9th Generation Intel Processors – Coffee Lake
Coffee Lake processors were introduced by Intel in late 2017. With this architecture, Intel Core i9 processors were introduced.
Coffee Lake processors break the limit of 4 cores per CPU. The new processors can now support up to 8 cores per CPU.
Since the heat produced in these cores will be enormous, Intel attached the integrated heat spreader (IHS) to the CPU die instead of the thermal paste which is normally used in earlier processors.
It uses 1151 LGA sockets with altered pinouts to support more than 4 cores along with up to 16 MB of L3 cache.

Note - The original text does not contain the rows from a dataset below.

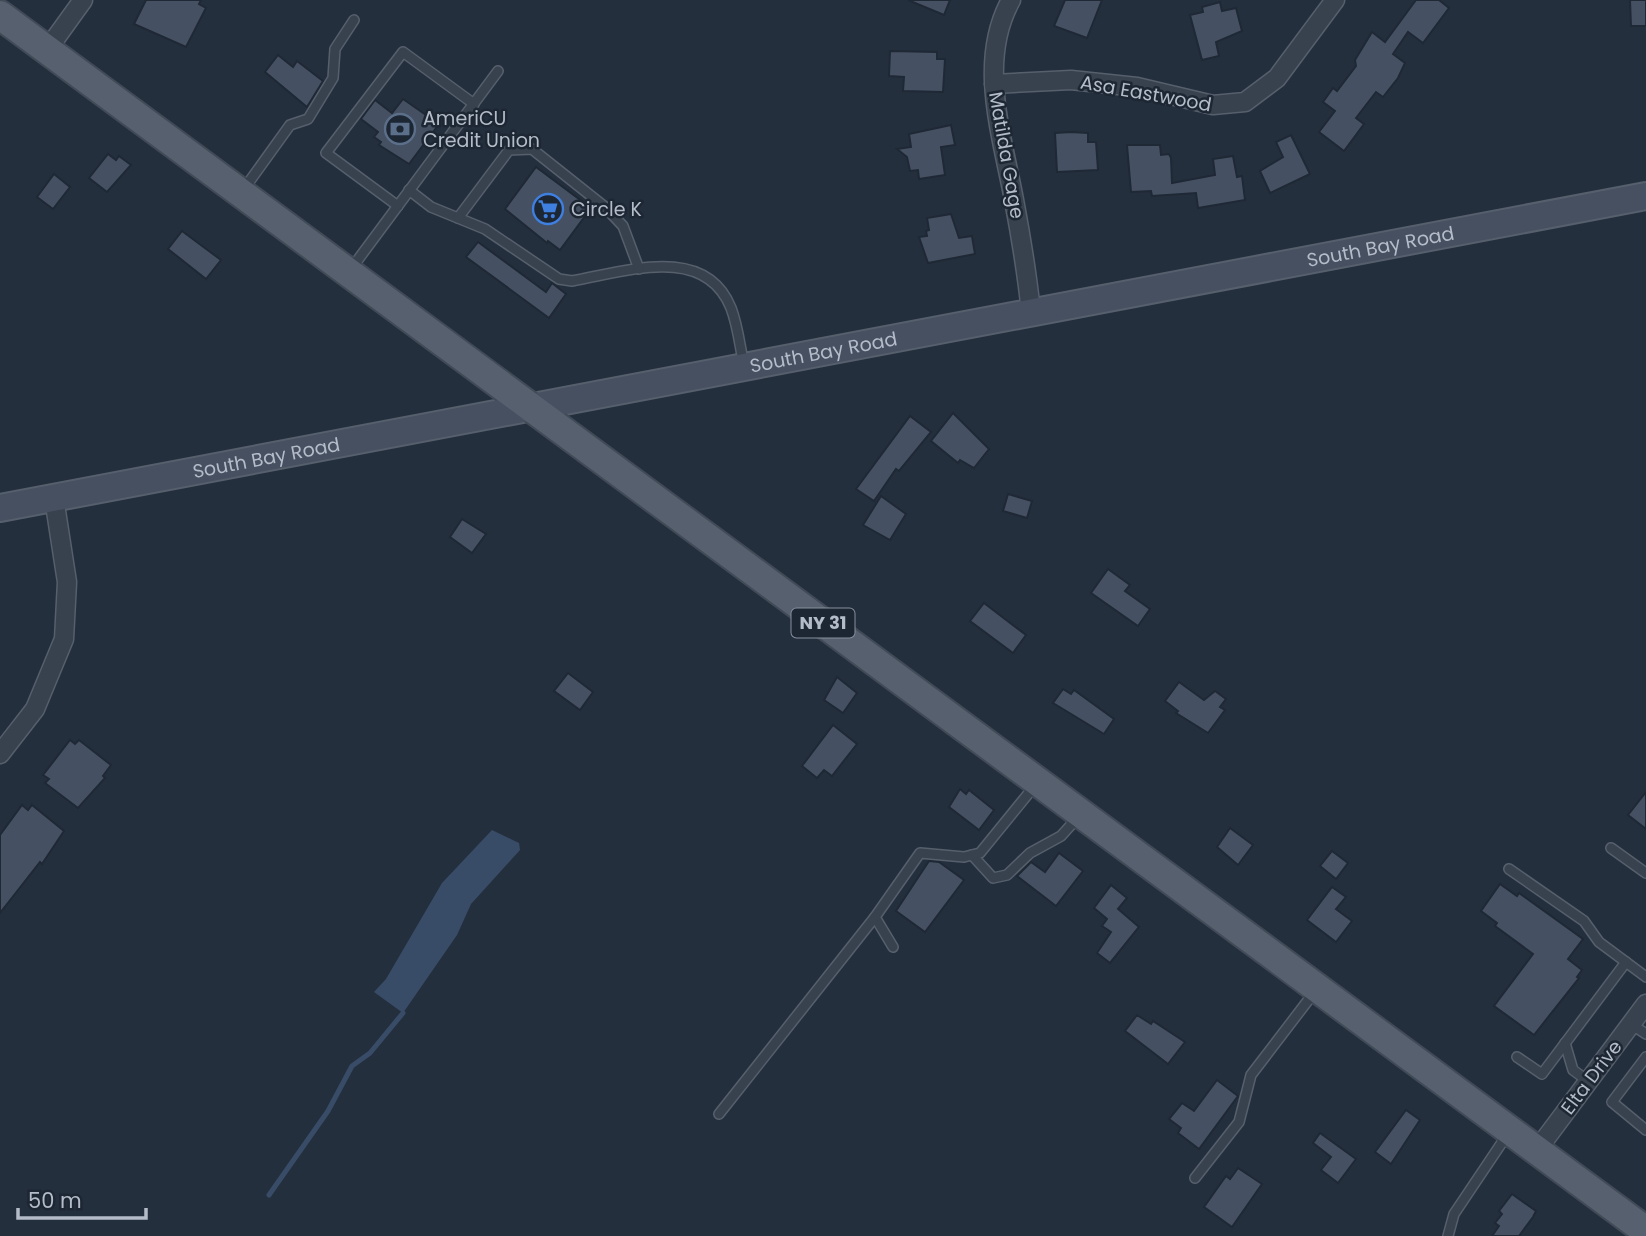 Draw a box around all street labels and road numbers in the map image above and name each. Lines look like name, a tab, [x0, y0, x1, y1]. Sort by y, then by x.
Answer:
street label: Asa Eastwood	[1078, 69, 1214, 118]
street label: Matilda Gage	[982, 89, 1031, 221]
street label: South Bay Road	[1305, 220, 1456, 274]
street label: South Bay Road	[748, 325, 899, 380]
street label: South Bay Road	[190, 431, 342, 485]
road number: NY 31	[792, 608, 854, 638]
street label: Elta Drive	[1554, 1034, 1628, 1120]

10th Generation Intel Processors – Cannon Lake/Ice Lake
Cannon Lake, Intel’s 10th generation architecture, comes with an all-new 10-nm technology. It was released in late 2017 but production properly started in 2018.

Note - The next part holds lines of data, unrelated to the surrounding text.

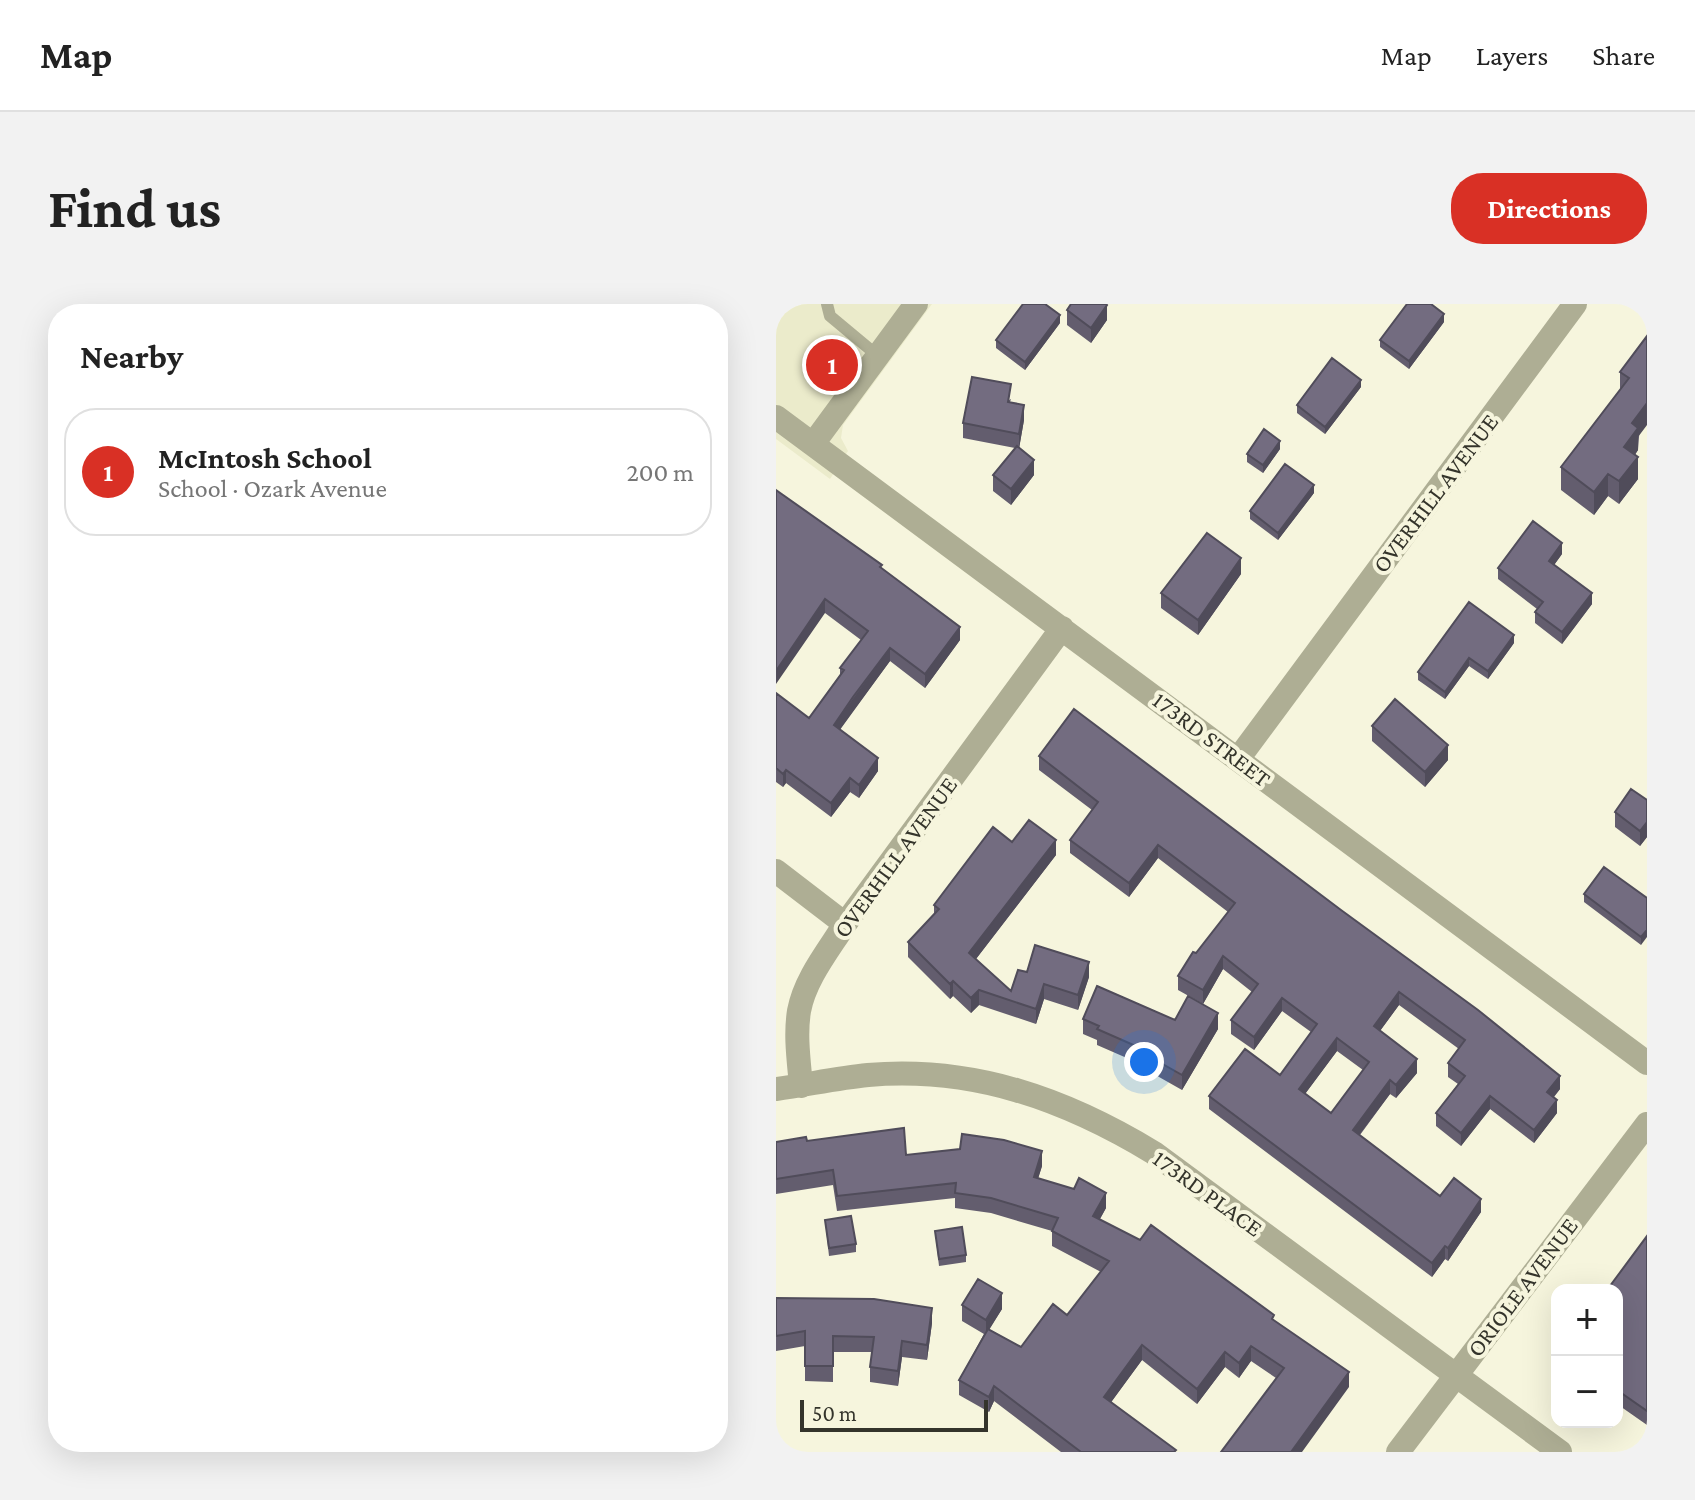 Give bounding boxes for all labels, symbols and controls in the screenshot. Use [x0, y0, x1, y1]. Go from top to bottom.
text: Map [40, 34, 113, 76]
text: Map [1381, 40, 1432, 71]
text: Layers [1476, 40, 1548, 71]
text: Share [1592, 40, 1655, 71]
button: Directions [1451, 173, 1647, 244]
text: Find us [48, 177, 221, 239]
pin: 1 [806, 335, 858, 395]
text: Nearby [80, 338, 183, 375]
street label: OVERHILL AVENUE [1367, 408, 1503, 578]
text: McIntosh School [158, 441, 372, 474]
text: 1 [103, 458, 113, 487]
text: 200 m [626, 458, 694, 487]
text: School · Ozark Avenue [158, 474, 387, 503]
street label: 173RD STREET [1148, 686, 1276, 792]
street label: OVERHILL AVENUE [828, 772, 962, 942]
your location [1124, 1042, 1164, 1082]
street label: 173RD PLACE [1148, 1144, 1268, 1242]
street label: ORIOLE AVENUE [1461, 1212, 1583, 1362]
map controls [1551, 1284, 1623, 1428]
button: + [1551, 1284, 1623, 1356]
button: − [1551, 1356, 1623, 1428]
scale bar [800, 1396, 988, 1432]
text: 50 m [812, 1401, 857, 1426]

Ice Lake is produced as the 2nd generation of 10-nm processors.
They use BGA1526 sockets and come with DDR4 3200 and LPDDR4X 3733 support. This is the first CPU architecture that comes with integrated support for Wi-Fi 6 (802.11ax) and Thunderbolt 3.
11th Generation Intel Processors – Tiger Lake
The 11th generation Intel, Tiger Lake, is the third generation of 10-nm transistor technology, released on September 2, 2020. The Tiger Lake architecture has up to 19% performance gains compared to Ice Lake. L4 cache has been introduced in this generation for further performance boosts.
Furthermore, this was the first generation to feature Intel Iris Xe graphics with significant FPS boosts whilst gaming.
12th Generation Intel Processors – Alder Lake
The 12th generation of Intel Core processors is referred to as Alder Lake. It also has 10-nanometer transistor technology, but with hybrid capabilities. This means it is both designed for power and scalability with its P-cores and E-cores, which essentially means power core and efficiency cores, respectively.
This generation supports DDR5 memory, Thunderbolt 4 connectivity, and WiFi 6E (Gig+).
Intel claims the 12th generation provides an average of 13% performance gains in gaming and offers up to twice the performance of its predecessor in terms of content creation.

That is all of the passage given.